* **Work instructions**
The answer must consist of every line in the records below that contains the string "rows".

* **The data**
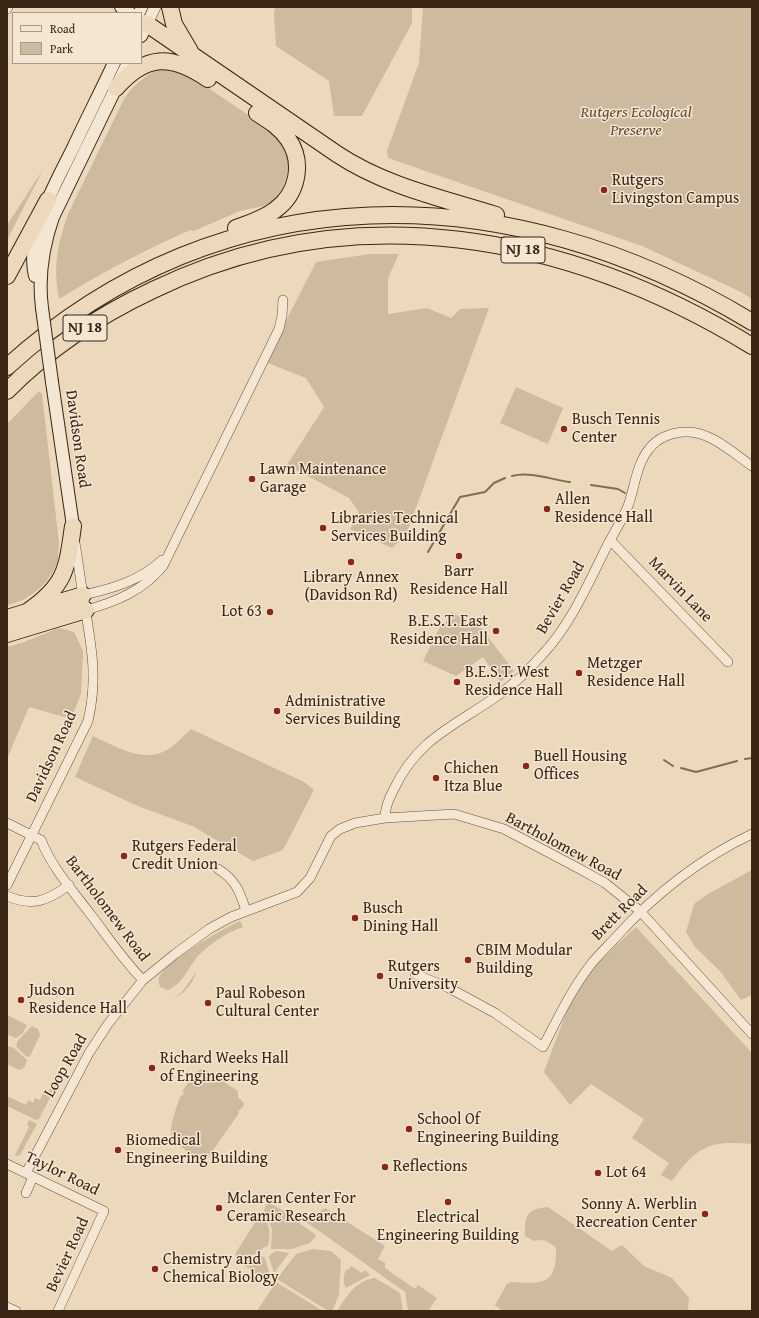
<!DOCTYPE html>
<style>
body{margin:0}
#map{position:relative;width:759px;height:1318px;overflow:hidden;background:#ecd8ba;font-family:"Gentium Book Plus",serif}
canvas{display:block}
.frame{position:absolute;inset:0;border:8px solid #3b2515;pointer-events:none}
.legend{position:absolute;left:12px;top:12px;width:130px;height:52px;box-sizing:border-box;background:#f3e6d2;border:1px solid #a99986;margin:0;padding:5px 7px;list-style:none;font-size:12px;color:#3b2515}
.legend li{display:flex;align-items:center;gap:8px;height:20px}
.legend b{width:20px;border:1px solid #a99986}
</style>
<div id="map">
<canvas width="759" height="1318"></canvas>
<div class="frame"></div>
<ul class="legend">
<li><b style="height:5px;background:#f3e6d2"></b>Road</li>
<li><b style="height:11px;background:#ceba9e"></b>Park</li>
</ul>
</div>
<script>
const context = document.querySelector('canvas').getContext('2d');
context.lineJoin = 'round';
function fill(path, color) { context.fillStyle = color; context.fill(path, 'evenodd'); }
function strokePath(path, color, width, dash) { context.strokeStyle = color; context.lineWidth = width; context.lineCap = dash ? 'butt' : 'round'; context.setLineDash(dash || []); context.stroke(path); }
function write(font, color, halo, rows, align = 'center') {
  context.font = font + ' "Gentium Book Plus",serif'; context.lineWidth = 3; context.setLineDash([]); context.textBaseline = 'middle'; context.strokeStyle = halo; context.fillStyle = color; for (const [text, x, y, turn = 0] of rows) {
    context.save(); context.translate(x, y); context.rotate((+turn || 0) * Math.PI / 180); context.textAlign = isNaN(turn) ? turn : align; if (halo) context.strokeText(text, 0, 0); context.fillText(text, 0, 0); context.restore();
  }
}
fill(new Path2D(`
 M 275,7 L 412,7 L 412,23 L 362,116 L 334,116 L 329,81 L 276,46 L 274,15 Z
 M 423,7 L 752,7 L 752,299 L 741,292 L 642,246 L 388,158 L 387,151 L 419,63 Z
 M 161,68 L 172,69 L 186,73 L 275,133 L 288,153 L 289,165 L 285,182 L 280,194 L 275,200 L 268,205 L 240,211 L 194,231 L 190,230 C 143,251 103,272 59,299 C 53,266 57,246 68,214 L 124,99 C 134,84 145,76 161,68 Z
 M 44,168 L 7,240 L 7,225 Z
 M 370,254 L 399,254 L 388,278 L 388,314 L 427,308 L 451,318 L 460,309 L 489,308 L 406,535 L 392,548 L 350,529 L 359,512 L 349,498 L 287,465 L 324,407 L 306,378 L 265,362 L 316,262 Z
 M 516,387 L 563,408 L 548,444 L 500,423 Z
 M 39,391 L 42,394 L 59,543 C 58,550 59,559 56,565 C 48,585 28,601 7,605 L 7,424 Z
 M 451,612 L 481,628 L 514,671 L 500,682 L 483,657 L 456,676 L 423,661 L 441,625 L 444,626 Z
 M 59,628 L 74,632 L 83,651 L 81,694 L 71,719 L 29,707 L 7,759 L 7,647 L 24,642 Z
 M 191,729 L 304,782 L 314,790 L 283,850 L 253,861 L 192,826 L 138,806 L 75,777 L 93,736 C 115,746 143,764 167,750 C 176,745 183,736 191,729 Z
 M 752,870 L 752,995 L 741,1000 L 720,971 L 695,947 L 686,932 L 694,904 L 708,894 Z
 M 240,921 L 243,927 C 225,933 211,943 198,956 C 189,966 181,987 167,990 L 160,987 C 159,983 158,981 159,978 C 164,962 224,928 240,921 Z
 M 636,927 L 752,1053 L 752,1144 C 709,1140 697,1146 672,1181 L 661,1175 L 669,1163 L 632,1138 L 644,1119 L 591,1084 L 570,1105 L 544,1072 L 570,1002 L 594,966 Z
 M 197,971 C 192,983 187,992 174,998 L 182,992 Z
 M 7,1015 L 27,1025 L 23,1033 L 16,1038 L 10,1036 L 7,1033 Z
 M 32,1026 L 38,1029 L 40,1035 L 30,1056 L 27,1057 L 16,1046 L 18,1040 Z
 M 7,1046 L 14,1048 L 27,1060 L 24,1068 L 19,1070 L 7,1064 Z
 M 201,1069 L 204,1069 L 238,1091 L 238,1097 L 244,1103 L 243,1107 L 238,1111 L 239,1113 L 205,1162 C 198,1158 175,1145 172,1138 C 168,1129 177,1105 181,1095 L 182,1096 L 184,1093 L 182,1092 L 195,1073 Z
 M 57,1074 L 60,1078 L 39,1119 L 36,1120 L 7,1106 L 7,1096 L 26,1105 L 28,1100 L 33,1103 L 35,1098 L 40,1100 L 45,1089 L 49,1091 Z
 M 29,1120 L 37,1124 L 20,1155 L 16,1156 L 15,1155 L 29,1127 L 27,1125 Z
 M 268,1202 L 300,1221 L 300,1224 L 315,1234 L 316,1236 L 310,1243 L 292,1249 L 271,1249 L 272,1229 L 264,1210 Z
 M 548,1207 L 612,1251 L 622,1245 L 644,1266 L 672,1278 L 689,1298 L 688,1311 L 502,1311 L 495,1305 L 507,1284 L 511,1282 C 542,1284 557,1286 556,1248 C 549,1242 543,1238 534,1241 L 525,1236 C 525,1216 526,1209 548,1207 Z
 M 325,1208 L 385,1246 L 378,1259 L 385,1263 L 385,1268 L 415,1289 L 418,1285 L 437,1298 L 428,1311 L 408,1311 L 405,1292 L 305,1221 Z
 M 261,1213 C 270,1220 271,1236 268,1246 L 263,1248 L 260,1253 L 241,1257 L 236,1256 L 235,1254 Z
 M 313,1249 L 331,1251 L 341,1260 L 339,1295 L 332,1311 L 328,1311 L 277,1279 L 296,1254 Z
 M 277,1251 L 289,1253 L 274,1273 L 269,1257 L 272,1253 Z
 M 262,1256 L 265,1258 L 270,1275 L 262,1277 L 236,1260 Z
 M 351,1266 L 362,1273 L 365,1270 L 370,1275 L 346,1288 C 342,1283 344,1274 346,1269 L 348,1270 Z
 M 375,1278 L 400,1293 L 403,1311 L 337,1311 C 347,1296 355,1281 375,1278 Z
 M 276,1282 L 323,1311 L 257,1311 Z`), '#ceba9e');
strokePath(new Path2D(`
 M 512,476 C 531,471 552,480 570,482
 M 591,485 L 618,489 L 625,493
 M 428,552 L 460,497 L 485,492 L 494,483 L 505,478
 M 745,759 L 752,758
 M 664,760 L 673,766
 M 681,768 L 696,772 L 737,761`), '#816c56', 2);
const minor = new Path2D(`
 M 7,9 L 8,7
 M 610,540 L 728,662
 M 83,595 C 111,589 140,581 162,560
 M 86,610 C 115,602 143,591 163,566 L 279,329 L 282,316 L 283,300
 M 385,818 C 385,808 389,798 394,789 C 418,738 455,726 497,696 C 514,684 529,670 542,655 C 571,624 588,584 607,546 C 614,533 622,520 628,506 C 635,487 636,465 649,449 C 657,438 672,432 686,432 C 710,431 733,453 752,466
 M 7,823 L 41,840 C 52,868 73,891 91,915 C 108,937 123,960 143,980
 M 218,869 C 236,880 240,892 246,911
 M 7,885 L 88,721 C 99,675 90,640 83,595 C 80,578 78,560 75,543
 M 7,896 C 33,907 47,901 69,885
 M 415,974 L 449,988 L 495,1013 L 543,1047 C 558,1018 572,988 592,963 C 600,953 609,945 617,936 C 656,893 699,859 752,834
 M 7,1164 L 104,1211 L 58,1311
 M 26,1173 L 89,1053 L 108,1024 L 143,980 L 175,954 L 209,929 L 231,917 L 297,892 L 310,878 L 331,836 L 340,829 L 355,823 L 385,818 L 454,814 L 504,829 L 578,868 L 605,883 L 640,911 L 752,1034
 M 26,1193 L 33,1177
 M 7,1307 L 16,1311`);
const tertiary = new Path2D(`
 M 139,13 L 142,7
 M 147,24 L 155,7`);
const secondary = new Path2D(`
 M 121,7 L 130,13
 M 141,20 L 147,24 L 141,36
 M 35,276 C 25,234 56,183 74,146 C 87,118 101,91 114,63
 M 42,308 C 38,277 43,246 53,217 L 128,63
 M 52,382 L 73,526`);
const motorway = new Path2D(`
 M 170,7 L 174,24 L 190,51
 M 147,24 L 337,154 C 385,186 442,198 496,215
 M 116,88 C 146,54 171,54 208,79
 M 236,228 C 249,223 264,219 275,210 C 298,194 304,162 288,139 C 280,127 268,120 257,113
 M 7,276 L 48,200
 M 7,367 C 224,170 510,175 752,322
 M 7,391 C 48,349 100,315 153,290 C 353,193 569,234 752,346
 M 27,612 C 65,586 67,570 73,526
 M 7,618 L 83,595
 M 7,634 L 86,610`);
strokePath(minor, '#67523e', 10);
strokePath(tertiary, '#67523e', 12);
strokePath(secondary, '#3b2515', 14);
strokePath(motorway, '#3b2515', 18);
strokePath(minor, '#f3e6d2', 9);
strokePath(tertiary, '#f3e6d2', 11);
strokePath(secondary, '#f3e6d2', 12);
strokePath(motorway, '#ecd8ba', 16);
const secondaryBridge = new Path2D(`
 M 42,308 L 52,382`);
strokePath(secondaryBridge, '#3b2515', 14, []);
strokePath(secondaryBridge, '#f3e6d2', 12);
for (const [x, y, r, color] of [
 [604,190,4,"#8f2418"],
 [564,429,4,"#8f2418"],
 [252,479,4,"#8f2418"],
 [547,509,4,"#8f2418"],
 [323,528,4,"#8f2418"],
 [459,556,4,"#8f2418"],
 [351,562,4,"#8f2418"],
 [270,612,4,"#8f2418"],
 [496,631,4,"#8f2418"],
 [579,673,4,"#8f2418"],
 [457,682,4,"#8f2418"],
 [277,711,4,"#8f2418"],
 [526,766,4,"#8f2418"],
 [436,778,4,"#8f2418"],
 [124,856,4,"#8f2418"],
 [355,918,4,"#8f2418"],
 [468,960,4,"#8f2418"],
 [380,976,4,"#8f2418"],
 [21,1000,4,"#8f2418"],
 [208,1003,4,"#8f2418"],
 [152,1068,4,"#8f2418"],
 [409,1129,4,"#8f2418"],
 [118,1150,4,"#8f2418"],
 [385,1167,4,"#8f2418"],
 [598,1173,4,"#8f2418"],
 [448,1202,4,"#8f2418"],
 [219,1208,4,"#8f2418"],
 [705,1214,4,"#8f2418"],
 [155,1269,4,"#8f2418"]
]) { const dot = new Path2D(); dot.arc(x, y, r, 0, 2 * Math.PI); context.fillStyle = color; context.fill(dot); strokePath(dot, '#f3e6d2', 1.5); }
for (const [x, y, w] of [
 [523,250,44],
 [85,328,44]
]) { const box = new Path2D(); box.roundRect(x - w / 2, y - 13, w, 26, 3); context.fillStyle = '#f3e6d2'; context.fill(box); strokePath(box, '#3b2515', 1); }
write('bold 15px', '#3b2515', null, [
 ["NJ 18",523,250],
 ["NJ 18",85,328]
]);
write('italic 16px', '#604a37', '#f3e6d2', [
 ["Rutgers Ecological",636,113],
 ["Preserve",636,131]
]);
write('16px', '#3b2515', '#f3e6d2', [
 ["Rutgers",612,181],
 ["Livingston Campus",612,199],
 ["Busch Tennis",572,420],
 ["Center",572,438],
 ["Lawn Maintenance",260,470],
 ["Garage",260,488],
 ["Allen",555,500],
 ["Residence Hall",555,518],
 ["Libraries Technical",331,519],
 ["Services Building",331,537],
 ["Barr",459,572,"center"],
 ["Residence Hall",459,590,"center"],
 ["Library Annex",351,578,"center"],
 ["(Davidson Rd)",351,596,"center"],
 ["Lot 63",262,612,"right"],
 ["B.E.S.T. East",488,622,"right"],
 ["Residence Hall",488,640,"right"],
 ["Metzger",587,664],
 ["Residence Hall",587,682],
 ["B.E.S.T. West",465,673],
 ["Residence Hall",465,691],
 ["Administrative",285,702],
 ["Services Building",285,720],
 ["Buell Housing",534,757],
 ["Offices",534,775],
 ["Chichen",444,769],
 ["Itza Blue",444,787],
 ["Rutgers Federal",132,847],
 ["Credit Union",132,865],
 ["Busch",363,909],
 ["Dining Hall",363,927],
 ["CBIM Modular",476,951],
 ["Building",476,969],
 ["Rutgers",388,967],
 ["University",388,985],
 ["Judson",29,991],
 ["Residence Hall",29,1009],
 ["Paul Robeson",216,994],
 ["Cultural Center",216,1012],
 ["Richard Weeks Hall",160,1059],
 ["of Engineering",160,1077],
 ["School Of",417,1120],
 ["Engineering Building",417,1138],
 ["Biomedical",126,1141],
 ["Engineering Building",126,1159],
 ["Reflections",393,1167],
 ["Lot 64",606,1173],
 ["Mclaren Center For",227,1199],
 ["Ceramic Research",227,1217],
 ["Sonny A. Werblin",697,1205,"right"],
 ["Recreation Center",697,1223,"right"],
 ["Electrical",448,1218,"center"],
 ["Engineering Building",448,1236,"center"],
 ["Chemistry and",163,1260],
 ["Chemical Biology",163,1278]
], 'left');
write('16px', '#3b2515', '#f3e6d2', [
 ["Davidson Road",77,439,82],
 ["Marvin Lane",680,590,46],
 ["Bevier Road",561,598,-60],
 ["Davidson Road",52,757,-65],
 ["Bartholomew Road",563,847,28],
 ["Bartholomew Road",107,909,53],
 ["Brett Road",620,913,-45],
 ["Loop Road",66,1066,-60],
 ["Taylor Road",62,1174,26],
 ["Bevier Road",68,1255,-65]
]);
</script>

* **Exercise answer**
function write(font, color, halo, rows, align = 'center') {
  context.font = font + ' "Gentium Book Plus",serif'; context.lineWidth = 3; context.setLineDash([]); context.textBaseline = 'middle'; context.strokeStyle = halo; context.fillStyle = color; for (const [text, x, y, turn = 0] of rows) {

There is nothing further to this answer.